Our study has several limitations. First, information was obtained from medical history and telephone interviews. Second, societal or economic outcomes that typically influence patients’ decisions to undergo IM were not compared. Third, we did not collect information on PIS condition after thymectomy, which may have helped us to understand the efficacy of post-thymectomy IM. Lastly, we did not determine the influence of antibody type. Currently, clinical research does not support the benefit from thymectomy for MG patients with no-AchR antibodies,25,26 and as a result, the sample of no-AchR type patients in our study was too small to depict final outcomes.
Conclusion
Our study indicates that thymectomy alone is insufficient as an immunoregulatory strategy for MG, and that the addition of IM is necessary to improve postoperative outcomes by reducing deterioration and enhancing clinical stabilization.

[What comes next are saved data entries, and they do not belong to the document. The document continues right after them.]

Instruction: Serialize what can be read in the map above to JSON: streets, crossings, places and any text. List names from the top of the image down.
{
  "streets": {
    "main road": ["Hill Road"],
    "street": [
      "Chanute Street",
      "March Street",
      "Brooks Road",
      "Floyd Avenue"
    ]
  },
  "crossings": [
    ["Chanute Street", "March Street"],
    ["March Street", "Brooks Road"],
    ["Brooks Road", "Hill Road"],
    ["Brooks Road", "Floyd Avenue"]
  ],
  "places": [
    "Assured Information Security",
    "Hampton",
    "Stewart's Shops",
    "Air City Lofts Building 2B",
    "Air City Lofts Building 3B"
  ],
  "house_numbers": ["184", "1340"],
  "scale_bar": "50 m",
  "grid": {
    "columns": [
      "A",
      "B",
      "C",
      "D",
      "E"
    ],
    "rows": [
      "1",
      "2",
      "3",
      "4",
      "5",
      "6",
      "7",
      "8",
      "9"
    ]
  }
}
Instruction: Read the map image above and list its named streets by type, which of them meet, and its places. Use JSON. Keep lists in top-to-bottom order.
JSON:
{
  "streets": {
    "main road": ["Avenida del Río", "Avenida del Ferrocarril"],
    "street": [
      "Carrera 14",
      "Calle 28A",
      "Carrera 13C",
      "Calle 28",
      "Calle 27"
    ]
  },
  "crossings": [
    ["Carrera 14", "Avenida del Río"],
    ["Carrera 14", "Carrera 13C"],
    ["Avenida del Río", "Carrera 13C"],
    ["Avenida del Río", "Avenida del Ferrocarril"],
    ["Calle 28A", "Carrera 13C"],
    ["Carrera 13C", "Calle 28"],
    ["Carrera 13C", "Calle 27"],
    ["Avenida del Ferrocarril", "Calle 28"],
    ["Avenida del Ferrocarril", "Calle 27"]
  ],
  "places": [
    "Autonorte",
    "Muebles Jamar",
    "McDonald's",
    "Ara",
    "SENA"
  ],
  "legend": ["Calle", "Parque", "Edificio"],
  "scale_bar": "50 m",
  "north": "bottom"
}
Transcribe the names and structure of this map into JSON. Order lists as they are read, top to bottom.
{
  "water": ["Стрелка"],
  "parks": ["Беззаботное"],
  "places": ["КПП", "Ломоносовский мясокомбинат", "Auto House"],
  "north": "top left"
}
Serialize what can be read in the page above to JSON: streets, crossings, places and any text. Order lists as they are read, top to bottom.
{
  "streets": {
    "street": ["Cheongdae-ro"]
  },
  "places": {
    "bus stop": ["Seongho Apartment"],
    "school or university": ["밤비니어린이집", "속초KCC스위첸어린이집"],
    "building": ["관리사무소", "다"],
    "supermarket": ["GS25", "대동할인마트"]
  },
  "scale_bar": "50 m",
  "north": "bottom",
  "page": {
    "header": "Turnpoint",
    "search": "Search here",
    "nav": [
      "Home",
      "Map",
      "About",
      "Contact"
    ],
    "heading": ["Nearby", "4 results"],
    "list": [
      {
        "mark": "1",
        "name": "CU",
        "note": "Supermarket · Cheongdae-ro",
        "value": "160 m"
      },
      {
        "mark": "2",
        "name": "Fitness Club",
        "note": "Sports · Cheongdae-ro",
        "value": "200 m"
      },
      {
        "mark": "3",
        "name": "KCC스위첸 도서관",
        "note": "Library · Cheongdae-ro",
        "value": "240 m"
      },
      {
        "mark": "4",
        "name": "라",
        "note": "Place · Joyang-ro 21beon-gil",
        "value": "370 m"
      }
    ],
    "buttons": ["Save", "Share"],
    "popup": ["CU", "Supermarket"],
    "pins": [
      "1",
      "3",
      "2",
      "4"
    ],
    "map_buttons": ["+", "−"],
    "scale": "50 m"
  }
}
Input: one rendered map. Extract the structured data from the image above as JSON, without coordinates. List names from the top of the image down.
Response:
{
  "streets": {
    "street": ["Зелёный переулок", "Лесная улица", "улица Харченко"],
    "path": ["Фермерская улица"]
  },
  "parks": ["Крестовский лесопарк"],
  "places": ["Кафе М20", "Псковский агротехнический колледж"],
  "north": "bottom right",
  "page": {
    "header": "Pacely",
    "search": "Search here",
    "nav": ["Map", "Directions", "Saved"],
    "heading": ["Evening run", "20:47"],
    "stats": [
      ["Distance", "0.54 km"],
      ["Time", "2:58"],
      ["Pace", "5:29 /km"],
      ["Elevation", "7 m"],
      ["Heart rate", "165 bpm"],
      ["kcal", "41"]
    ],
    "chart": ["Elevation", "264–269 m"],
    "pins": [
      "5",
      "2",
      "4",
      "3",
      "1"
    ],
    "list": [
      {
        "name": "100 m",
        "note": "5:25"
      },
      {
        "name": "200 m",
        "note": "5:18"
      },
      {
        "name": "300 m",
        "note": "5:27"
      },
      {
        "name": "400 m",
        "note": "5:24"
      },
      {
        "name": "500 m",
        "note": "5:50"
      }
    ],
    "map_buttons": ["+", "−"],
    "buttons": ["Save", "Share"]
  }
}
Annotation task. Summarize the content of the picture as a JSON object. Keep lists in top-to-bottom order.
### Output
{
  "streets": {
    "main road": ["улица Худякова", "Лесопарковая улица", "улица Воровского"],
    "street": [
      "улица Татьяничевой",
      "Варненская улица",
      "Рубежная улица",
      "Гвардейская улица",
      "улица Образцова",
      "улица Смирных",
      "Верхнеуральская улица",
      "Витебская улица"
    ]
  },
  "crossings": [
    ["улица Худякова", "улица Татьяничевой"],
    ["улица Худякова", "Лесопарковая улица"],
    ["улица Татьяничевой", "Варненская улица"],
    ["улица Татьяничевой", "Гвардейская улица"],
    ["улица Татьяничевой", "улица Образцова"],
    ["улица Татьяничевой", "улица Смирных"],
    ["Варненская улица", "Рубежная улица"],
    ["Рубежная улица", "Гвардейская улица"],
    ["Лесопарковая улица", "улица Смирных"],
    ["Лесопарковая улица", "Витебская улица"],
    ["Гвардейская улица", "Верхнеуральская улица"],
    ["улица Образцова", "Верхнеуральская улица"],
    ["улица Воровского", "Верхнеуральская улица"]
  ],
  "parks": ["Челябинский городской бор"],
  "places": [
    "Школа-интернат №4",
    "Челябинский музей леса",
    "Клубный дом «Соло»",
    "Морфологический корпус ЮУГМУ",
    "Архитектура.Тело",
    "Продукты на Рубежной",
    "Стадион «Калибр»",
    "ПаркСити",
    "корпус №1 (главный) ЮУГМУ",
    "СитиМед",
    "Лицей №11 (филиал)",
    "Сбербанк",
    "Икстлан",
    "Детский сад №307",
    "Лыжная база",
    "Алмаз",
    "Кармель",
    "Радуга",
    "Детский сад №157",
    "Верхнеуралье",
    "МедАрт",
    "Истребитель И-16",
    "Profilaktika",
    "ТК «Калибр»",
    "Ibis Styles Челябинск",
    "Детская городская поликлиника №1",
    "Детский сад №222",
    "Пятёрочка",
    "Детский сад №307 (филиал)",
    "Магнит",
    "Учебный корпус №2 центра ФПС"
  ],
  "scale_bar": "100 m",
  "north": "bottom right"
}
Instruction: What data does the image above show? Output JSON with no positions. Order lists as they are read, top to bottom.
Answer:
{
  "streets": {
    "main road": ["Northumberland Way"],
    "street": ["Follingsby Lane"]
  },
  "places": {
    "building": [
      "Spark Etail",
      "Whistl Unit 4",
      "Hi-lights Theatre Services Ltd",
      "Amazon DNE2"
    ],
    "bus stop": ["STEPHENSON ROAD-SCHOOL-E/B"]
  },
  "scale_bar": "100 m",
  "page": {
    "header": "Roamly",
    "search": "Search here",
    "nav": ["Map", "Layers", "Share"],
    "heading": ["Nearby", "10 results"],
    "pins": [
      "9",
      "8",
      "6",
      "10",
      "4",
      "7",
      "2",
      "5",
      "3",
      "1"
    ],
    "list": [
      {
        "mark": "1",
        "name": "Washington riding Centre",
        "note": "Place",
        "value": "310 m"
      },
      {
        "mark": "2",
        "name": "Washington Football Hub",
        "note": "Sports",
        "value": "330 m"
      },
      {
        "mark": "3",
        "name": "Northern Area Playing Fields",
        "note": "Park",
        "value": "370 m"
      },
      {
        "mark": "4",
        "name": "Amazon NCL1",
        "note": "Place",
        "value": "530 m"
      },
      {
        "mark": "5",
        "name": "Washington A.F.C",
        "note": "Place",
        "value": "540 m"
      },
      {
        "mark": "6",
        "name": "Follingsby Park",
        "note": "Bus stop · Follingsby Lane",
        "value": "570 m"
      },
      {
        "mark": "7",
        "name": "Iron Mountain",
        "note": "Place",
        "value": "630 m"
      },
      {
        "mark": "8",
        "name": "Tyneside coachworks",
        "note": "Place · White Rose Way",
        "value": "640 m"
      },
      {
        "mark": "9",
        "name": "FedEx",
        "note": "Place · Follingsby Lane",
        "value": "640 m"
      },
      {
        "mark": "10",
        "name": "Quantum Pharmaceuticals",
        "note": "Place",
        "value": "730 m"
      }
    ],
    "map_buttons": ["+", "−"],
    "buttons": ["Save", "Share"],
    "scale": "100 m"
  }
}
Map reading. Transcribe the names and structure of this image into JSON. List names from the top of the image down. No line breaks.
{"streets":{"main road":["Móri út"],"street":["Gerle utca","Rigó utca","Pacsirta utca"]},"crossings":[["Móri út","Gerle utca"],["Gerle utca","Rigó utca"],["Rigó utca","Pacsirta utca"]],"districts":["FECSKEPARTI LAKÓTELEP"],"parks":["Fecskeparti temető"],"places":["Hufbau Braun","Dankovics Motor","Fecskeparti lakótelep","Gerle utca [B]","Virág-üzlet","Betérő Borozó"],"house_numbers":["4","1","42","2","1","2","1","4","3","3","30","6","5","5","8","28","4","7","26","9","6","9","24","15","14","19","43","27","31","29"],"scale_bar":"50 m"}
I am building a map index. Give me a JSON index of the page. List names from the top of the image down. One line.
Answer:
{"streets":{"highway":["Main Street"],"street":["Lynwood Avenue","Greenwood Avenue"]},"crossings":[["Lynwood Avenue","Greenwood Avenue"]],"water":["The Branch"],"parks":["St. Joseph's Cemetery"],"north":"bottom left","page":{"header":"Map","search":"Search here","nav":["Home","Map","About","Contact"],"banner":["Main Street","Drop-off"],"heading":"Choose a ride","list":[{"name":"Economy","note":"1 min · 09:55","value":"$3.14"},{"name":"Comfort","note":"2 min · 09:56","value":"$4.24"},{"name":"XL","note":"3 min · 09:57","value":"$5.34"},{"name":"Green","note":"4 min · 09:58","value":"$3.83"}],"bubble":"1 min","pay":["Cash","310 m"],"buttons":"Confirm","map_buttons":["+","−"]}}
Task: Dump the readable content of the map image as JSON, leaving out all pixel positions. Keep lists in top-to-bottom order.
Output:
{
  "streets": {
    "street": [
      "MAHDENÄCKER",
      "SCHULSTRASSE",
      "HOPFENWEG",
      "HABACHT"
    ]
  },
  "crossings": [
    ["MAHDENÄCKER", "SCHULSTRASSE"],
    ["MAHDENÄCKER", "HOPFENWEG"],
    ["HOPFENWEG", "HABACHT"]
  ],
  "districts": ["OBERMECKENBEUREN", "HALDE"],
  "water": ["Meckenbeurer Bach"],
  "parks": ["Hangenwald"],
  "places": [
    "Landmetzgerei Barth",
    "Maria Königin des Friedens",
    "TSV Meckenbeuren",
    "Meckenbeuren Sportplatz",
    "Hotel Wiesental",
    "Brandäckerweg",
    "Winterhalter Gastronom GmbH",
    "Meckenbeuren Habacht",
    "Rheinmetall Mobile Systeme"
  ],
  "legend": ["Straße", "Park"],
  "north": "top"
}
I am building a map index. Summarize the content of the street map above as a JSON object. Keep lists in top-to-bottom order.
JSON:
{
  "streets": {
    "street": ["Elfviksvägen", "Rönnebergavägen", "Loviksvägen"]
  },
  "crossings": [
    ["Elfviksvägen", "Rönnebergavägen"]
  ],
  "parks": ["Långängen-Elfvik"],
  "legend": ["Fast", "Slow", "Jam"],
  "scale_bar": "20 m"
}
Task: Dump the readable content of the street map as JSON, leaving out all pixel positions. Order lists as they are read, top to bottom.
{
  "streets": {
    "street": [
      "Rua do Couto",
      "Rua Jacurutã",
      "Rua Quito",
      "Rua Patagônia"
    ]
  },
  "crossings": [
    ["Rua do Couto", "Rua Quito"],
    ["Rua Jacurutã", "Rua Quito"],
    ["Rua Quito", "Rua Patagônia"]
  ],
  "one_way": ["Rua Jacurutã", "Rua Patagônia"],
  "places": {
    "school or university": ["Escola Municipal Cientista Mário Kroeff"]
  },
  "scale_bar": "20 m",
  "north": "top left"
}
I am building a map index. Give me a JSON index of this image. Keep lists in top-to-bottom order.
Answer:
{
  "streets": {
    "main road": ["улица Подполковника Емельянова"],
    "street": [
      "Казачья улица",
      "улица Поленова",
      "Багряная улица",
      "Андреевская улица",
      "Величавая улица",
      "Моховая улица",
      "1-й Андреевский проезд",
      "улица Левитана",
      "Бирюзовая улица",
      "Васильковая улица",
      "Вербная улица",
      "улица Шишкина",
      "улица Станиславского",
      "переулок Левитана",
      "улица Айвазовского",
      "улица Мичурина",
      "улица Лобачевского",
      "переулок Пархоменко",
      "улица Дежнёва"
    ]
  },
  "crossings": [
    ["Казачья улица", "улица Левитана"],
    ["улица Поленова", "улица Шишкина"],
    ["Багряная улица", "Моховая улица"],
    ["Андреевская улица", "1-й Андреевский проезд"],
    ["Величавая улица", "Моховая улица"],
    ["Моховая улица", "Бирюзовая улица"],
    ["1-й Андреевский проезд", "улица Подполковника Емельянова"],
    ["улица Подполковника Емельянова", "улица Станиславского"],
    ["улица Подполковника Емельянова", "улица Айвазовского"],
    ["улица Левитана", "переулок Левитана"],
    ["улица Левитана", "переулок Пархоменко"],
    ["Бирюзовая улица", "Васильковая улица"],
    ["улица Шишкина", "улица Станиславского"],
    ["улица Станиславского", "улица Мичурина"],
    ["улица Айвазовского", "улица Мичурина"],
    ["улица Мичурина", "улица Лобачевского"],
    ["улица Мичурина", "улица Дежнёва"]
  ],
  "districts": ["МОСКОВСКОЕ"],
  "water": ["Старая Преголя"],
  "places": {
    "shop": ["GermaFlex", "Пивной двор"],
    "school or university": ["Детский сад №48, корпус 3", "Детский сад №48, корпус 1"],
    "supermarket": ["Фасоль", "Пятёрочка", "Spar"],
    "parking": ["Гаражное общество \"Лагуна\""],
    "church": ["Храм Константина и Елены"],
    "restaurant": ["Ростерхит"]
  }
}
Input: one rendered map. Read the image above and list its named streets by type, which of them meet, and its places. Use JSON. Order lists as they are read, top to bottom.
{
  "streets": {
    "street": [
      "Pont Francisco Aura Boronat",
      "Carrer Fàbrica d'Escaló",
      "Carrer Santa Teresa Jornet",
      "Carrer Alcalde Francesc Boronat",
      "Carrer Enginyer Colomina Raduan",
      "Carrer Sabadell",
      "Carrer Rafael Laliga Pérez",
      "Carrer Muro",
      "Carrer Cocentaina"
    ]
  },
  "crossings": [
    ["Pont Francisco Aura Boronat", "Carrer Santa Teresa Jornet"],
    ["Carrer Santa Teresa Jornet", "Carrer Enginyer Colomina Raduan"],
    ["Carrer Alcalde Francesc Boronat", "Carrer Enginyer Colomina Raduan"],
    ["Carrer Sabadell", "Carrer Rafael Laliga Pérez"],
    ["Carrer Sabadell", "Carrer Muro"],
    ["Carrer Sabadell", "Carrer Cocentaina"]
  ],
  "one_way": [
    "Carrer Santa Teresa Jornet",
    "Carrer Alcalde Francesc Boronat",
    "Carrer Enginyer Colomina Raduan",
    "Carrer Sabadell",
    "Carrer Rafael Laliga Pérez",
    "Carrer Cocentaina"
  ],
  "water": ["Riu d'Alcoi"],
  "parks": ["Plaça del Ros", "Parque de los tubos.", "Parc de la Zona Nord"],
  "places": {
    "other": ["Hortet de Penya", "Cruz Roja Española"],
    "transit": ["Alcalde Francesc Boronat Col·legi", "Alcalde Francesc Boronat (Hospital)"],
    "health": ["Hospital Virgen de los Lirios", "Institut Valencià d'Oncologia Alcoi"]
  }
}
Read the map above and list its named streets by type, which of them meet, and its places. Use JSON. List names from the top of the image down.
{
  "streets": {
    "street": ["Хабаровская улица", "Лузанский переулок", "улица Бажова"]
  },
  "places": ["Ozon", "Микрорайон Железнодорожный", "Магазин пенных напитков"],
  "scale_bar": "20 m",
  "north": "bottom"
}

Based on subgroup comparisons and long-term follow-up, at least 1 year of post-thymectomy IM is recommended for all patients, while extending IM beyond 2 years provides no clear additional benefit for those without postoperative deterioration. These findings support the integration of standardized IM therapy following thymectomy and offer evidence-based guidance for determining its appropriate duration in clinical practice.